O trabalho é uma ação conjunta com o Instituto de Desenvolvimento Agropecuário e Florestal Sustentável do Amazonas (Idam), responsável em levar a Assistência Técnica e Extensão Rural (Ater) aos novos empreendedores do pescado na categoria produção familiar, para melhorar o desempenho da atividade e contribuir com os requisitos do processo de regularização.

Para a gerente de Controle de Pesca (GECP) do IPAAM, Raimunda Nonata Lopes, essa crescente demanda acontece devido à parceria dos dois órgãos que estão sempre em consonância para simplificar e agilizar os procedimentos de regularização das novas pisciculturas e como política econômica do Governo do Amazonas para geração de emprego e renda no Estado.

O Cadastro é expedido para empreendimentos de pequeno porte considerados aqueles até cinco hectares de lâmina d’água e 1000 m³ em tanque-rede e 500 m³ em canal de igarapé, conforme a Lei Estadual de Licenciamento Ambiental n° 3785/12.

Manaus

Com 103 pedidos de registro, Manaus foi o município com maior procura por licenciamento, seguido por Itacoatiara (41), Rio Preto da Eva (33), Presidente Figueiredo e Careiro (26).

Segundo o presidente do IPAAM, Antonio Ademir Stroski, o Instituto está facilitando cada vez mais o licenciamento ambiental, principalmente no setor primário, em destaque para as duas modalidades de criação de pescado – piscicultura e aquicultura, mas ressalta que o avanço na resolução das questões fundiárias pelos órgãos responsáveis vai possibilitar a liberação de mais licenças ambientais para o setor primário para empreendimentos de maior porte (acima de cinco hectares de lâmina d’água).
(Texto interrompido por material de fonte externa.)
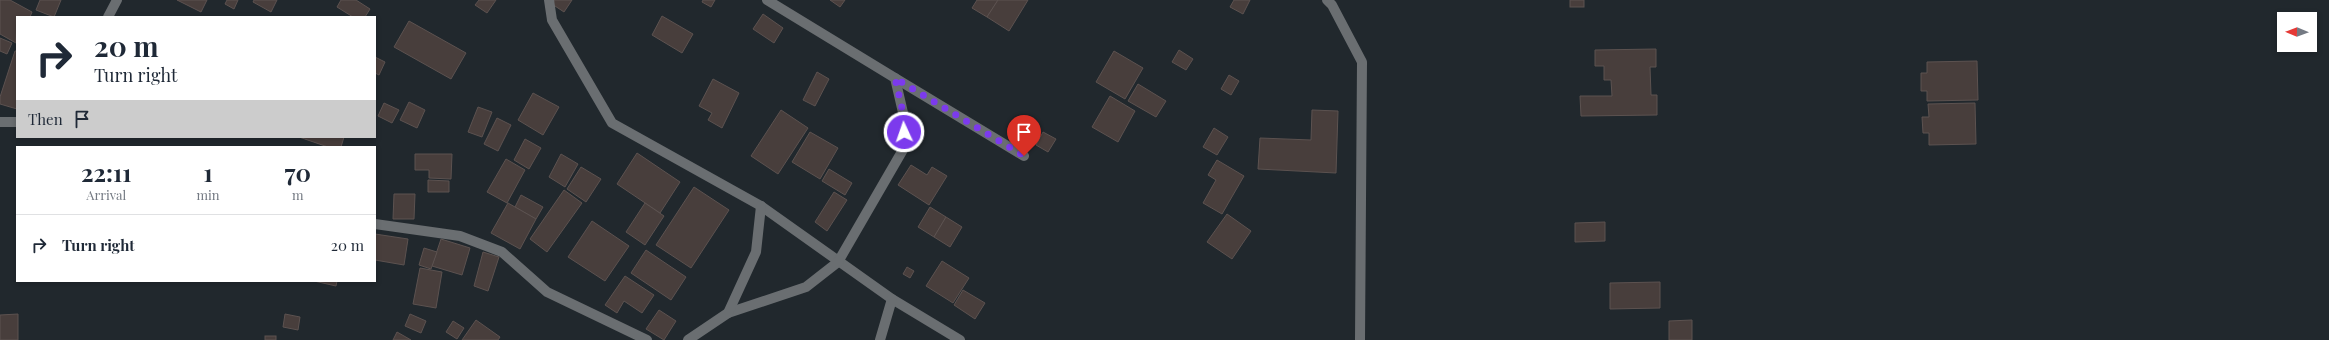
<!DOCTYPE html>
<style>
:root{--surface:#fff;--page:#f2f2f3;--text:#1f2937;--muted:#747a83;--line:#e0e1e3}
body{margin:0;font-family:"Playfair Display",serif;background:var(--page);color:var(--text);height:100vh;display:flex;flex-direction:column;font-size:15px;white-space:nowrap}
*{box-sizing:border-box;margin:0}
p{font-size:13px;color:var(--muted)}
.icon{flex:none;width:22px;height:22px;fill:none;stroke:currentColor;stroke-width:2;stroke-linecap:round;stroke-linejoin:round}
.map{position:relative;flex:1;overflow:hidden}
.side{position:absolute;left:16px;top:146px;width:360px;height:136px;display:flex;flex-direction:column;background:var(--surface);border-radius:0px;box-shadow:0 2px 6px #0003}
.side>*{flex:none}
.banner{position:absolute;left:16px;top:16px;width:360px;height:122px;border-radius:0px;box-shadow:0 2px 6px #0003;background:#fff;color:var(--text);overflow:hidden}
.needle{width:26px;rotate:271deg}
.controls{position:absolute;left:2277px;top:12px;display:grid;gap:8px}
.controls a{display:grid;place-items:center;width:40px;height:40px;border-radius:0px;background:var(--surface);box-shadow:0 2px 6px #0003;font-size:20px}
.pin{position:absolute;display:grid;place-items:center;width:34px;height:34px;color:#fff;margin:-41px -17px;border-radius:50% 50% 50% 0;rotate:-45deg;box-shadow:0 0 4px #0007}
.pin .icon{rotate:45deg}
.me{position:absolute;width:44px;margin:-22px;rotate:357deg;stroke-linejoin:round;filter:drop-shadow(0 0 3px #0008)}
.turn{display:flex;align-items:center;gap:14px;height:84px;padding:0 12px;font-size:18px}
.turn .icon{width:52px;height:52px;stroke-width:2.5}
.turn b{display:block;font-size:28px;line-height:34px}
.then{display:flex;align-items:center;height:38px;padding:0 12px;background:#0003;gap:8px;font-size:15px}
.eta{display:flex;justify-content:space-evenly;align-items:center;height:68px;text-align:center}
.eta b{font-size:24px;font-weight:700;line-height:28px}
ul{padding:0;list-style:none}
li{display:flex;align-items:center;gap:12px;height:60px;padding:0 12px;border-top:1px solid var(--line)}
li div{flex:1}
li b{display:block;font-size:15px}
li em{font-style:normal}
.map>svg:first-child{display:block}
.building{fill:#483e3c;stroke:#5c5250}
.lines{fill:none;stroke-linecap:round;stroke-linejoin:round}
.minor{stroke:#6a6e71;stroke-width:10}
.route{stroke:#7c3aed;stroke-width:7;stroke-dasharray:0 12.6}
</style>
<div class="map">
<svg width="2329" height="340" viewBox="0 0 2329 340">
<rect width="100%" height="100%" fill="#21282d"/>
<g class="building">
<polygon points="0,0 10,0 32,12 30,17 17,17 16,43 0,34"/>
<polygon points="40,0 61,0 54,17 36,10"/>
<polygon points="177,0 207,0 201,12"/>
<polygon points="227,0 238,0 234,9 225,4"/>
<polygon points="254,0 277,0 271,12 253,2"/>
<polygon points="341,0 356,0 370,9 365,17 353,17 337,7"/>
<polygon points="479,0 496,0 487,13 475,5"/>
<polygon points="555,0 572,0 564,12 552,4"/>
<polygon points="703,0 715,0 711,7 702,2"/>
<polygon points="830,0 845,0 840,7"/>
<polygon points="977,0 998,0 987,17 972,8"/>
<polygon points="998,0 1028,0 1009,31 987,17"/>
<polygon points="1234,0 1250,0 1243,14 1230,7"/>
<rect x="1570" y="0" width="14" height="7"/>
<polygon points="763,14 783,28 774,43 753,29"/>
<polygon points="662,16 693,34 682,53 652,35"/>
<polygon points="409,21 466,53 451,79 394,47"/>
<polygon points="0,38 12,43 7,54 0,51"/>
<polygon points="1656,49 1656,67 1650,67 1651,95 1657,95 1657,115 1581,116 1580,96 1612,96 1611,80 1604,80 1604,66 1595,66 1595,50"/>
<polygon points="1179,50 1193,59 1186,70 1172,62"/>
<polygon points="15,51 17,51 17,109 0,104 0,97"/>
<polygon points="1114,51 1143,68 1125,99 1096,82"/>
<polygon points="375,57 385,62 379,75 375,73"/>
<polygon points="1977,61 1978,100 1927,101 1927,91 1921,91 1921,73 1927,73 1927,62"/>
<polygon points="817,72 829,79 815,106 803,100"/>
<polygon points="1229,75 1239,81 1231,95 1221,89"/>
<polygon points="713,79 739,93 722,128 708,120 712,113 699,106"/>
<polygon points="1138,84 1166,101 1156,117 1128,101"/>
<polygon points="533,93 559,107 543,135 518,120"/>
<polygon points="1110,96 1135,111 1118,142 1092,127"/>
<polygon points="409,102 425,110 417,128 400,120"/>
<polygon points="384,103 399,110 392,123 378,116"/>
<polygon points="1975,103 1976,144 1929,145 1929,133 1923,133 1922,117 1929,117 1928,104"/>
<polygon points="478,107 492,112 482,137 468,132"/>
<polygon points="781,110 808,128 778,174 751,156"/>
<polygon points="1312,110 1338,111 1336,173 1258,169 1260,138 1311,140"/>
<polygon points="497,118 511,125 498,151 484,144"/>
<polygon points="1214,128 1228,137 1217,155 1203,147"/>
<polygon points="810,132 838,148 820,179 792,162"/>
<polygon points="1043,132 1056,139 1048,152 1036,145"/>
<polygon points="299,137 344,137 341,147 328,147"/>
<polygon points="525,139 541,148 529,169 514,160"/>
<polygon points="637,153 680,182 660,213 617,184"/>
<polygon points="415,154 452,154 451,179 429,178 429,170 415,170"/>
<polygon points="561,154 578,164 565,187 549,177"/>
<polygon points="506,159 525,170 507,203 487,192"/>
<polygon points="1217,160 1244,176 1222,214 1203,203 1216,180 1208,175"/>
<polygon points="911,165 927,175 932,167 947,176 929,205 898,185"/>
<polygon points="581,167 601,179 586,202 567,189"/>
<polygon points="829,169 852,183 845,195 822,181"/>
<polygon points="428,180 449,181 449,192 428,192"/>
<polygon points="694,187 729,210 691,268 656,245"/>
<polygon points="564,190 582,203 547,252 530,239"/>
<polygon points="834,192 847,200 827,231 815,222"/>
<polygon points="394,194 415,194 414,219 393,219"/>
<polygon points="521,195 543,207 536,219 515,207"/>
<polygon points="508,203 536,219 520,249 491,233"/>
<polygon points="645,203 664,216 645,245 626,232"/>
<polygon points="930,207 946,217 934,237 918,227"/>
<polygon points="1227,214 1251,231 1232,259 1207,242"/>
<polygon points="946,217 962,227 950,247 934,237"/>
<polygon points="592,221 629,246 605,281 568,257"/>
<polygon points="1605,222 1605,241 1575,242 1575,223"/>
<polygon points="375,234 408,239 404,265 375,260"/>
<polygon points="441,239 470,248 462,275 432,266"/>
<polygon points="424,248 437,252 431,269 419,265"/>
<polygon points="646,250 686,277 671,300 631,273"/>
<polygon points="483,252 499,257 488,291 474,286"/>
<polygon points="942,261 969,278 953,303 926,286"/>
<polygon points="907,267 914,271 910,278 903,274"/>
<polygon points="420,268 442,272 436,308 413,304"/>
<polygon points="625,276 654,295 642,313 624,301 617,313 605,305"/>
<polygon points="314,281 337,281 336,286"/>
<polygon points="1660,282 1660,308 1610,309 1610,283"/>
<polygon points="963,290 985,303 975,319 954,305"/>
<polygon points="659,310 676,321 664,340 646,329"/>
<polygon points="18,314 18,340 0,340 0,315"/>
<polygon points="285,314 300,317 298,330 283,327"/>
<polygon points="410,314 426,321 421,333 405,326"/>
<polygon points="476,320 500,337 498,340 462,340"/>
<polygon points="1692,320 1692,340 1669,340 1669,321"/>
<polygon points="453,321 464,328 457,339 446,332"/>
<polygon points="397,332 411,340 393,340"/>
<rect x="265" y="336" width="11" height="4"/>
</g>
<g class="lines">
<g class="minor">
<polyline points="549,0 552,20 612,123 761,206 892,299 960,340"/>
<polyline points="1327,0 1332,5 1362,62 1360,340"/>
<polyline points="108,17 117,0"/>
<polyline points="895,78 1024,156"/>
<polyline points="0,122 17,122"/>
<polyline points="375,224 460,236 502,252 547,292 647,340"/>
<polyline points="728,313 806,287 838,262 904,148 904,117 895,78 767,0"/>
<polyline points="688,340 728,313 756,252 761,206"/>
<polyline points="880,340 892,299"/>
</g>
</g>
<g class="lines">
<polyline class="route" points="904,132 904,117 895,78 1024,156"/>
</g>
</svg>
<div class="controls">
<a><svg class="needle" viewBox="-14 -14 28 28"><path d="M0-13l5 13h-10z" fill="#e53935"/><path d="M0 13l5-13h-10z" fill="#747a83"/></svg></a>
</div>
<div class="pin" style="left:1024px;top:156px;background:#d93025"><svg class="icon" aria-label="arrive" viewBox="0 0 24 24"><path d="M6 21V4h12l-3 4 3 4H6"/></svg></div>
<svg class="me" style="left:904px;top:132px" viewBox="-20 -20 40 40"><circle r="17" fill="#7c3aed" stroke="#fff" stroke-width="3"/><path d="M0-11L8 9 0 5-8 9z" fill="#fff"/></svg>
<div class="banner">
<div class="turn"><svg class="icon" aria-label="right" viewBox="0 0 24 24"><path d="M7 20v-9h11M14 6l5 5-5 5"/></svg><div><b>20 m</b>Turn right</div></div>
<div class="then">Then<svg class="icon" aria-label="arrive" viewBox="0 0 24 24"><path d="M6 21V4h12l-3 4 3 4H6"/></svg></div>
</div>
<section class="side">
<div class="eta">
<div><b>22:11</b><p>Arrival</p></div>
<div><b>1</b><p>min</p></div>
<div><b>70</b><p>m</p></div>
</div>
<ul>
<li><svg class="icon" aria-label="right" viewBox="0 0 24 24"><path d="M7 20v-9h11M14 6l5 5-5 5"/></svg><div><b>Turn right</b></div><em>20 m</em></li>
</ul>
</section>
</div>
“Um empreendimento de piscicultura e aquicultura de grande porte precisa ter uma documentação fundiária. Nossa expectativa é trabalhar para expedir mil licenças por ano no Estado, meta para 2014”, destacou Stroski.

Modalidades

A atividade de piscicultura nos municípios amazonenses é desenvolvida nas seguintes modalidades de criação: viveiro escavado, viveiro canal de igarapé, viveiro tanque-rede e viveiro barragem.

O destaque fica por conta das espécies consideradas comerciais como o tambaqui, matrinxã e pirarucu que são fontes de proteína e renda para as populações do interior do Estado.